These were major pieces of legislation that we did move in a bipartisan fashion. As my good friend knows, I helped on all three of those occasions, was happy to do so, and I'm sure the Speaker will continue to try and work across the aisle whenever he can.

My friend also referred to the nature of the cuts. Let me assure him of this: these are cuts, and they are going to occur; but we've repeatedly told our friends and the President and the Senate that we would be more than happy to redistribute where the cuts are going to occur. We did that twice: in May of last year and in December of last year, after the election, in good faith. In neither case did the Senate pick that up or the White House respond with a serious offer. Now my friend is asking us to do it for a third time in the hopes it will be different.

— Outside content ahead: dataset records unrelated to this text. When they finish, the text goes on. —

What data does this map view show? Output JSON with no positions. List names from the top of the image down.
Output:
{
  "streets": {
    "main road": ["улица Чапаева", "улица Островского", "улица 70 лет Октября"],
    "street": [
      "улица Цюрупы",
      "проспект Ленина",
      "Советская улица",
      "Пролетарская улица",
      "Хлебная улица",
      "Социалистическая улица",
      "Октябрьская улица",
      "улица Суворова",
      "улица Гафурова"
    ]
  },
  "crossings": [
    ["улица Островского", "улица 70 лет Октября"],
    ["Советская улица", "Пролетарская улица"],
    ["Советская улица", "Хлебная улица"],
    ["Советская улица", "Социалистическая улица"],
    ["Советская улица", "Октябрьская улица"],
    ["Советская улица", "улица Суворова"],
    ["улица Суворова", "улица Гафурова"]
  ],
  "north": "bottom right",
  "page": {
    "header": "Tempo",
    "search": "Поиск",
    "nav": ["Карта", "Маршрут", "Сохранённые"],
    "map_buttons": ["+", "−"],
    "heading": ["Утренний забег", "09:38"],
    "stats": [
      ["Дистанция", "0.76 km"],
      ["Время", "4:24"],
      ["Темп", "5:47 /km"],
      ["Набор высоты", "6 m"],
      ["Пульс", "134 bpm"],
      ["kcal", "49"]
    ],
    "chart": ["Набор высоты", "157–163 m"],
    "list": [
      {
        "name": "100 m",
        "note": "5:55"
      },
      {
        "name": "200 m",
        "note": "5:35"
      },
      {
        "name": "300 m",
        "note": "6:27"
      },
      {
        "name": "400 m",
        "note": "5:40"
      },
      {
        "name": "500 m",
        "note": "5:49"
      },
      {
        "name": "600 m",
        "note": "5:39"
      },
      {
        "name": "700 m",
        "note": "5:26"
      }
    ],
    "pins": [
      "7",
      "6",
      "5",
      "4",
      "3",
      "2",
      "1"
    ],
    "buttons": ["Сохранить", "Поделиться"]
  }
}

Perhaps this time you should go first. Perhaps the Senate should actually pass a plan or the President actually lay one out. I don't think we've really seen that. But again, if we see that, we'll be willing to work with our friends and try and redistribute the cuts.

But don't have any illusion that we're going to eliminate them. We're not, any more than our friends eliminated the idea of tax cuts when the Bush tax cuts ran out. This is something we feel is a first step in getting our fiscal house in order.

And let me remind my friend, as I know he knows, this bill, in itself, is an effort to work with the President and the administration. The President has said, and I think quite correctly, that we need to avoid a government shutdown. Mr. Rogers and the Appropriations Committee are acting early and acting, I think, in a very responsible manner to put a vehicle out there and begin to move it through the process.

We are more than willing for the Senate to do the same thing, would expect that they will. They may well add other departments. Frankly, speaking only for myself, I would hope that they do. I would like to recapture a lot of the appropriations work that was done for the fiscal year 2013 and lost during the CR process, and we can have, I think, a good negotiation going back and forth between the two parties.

So this is the beginning of a process. It's the beginning of a return to regular order, and it's an opportunity to work, I think, in a bipartisan fashion.

With that, Mr. Speaker, I reserve the balance of my time.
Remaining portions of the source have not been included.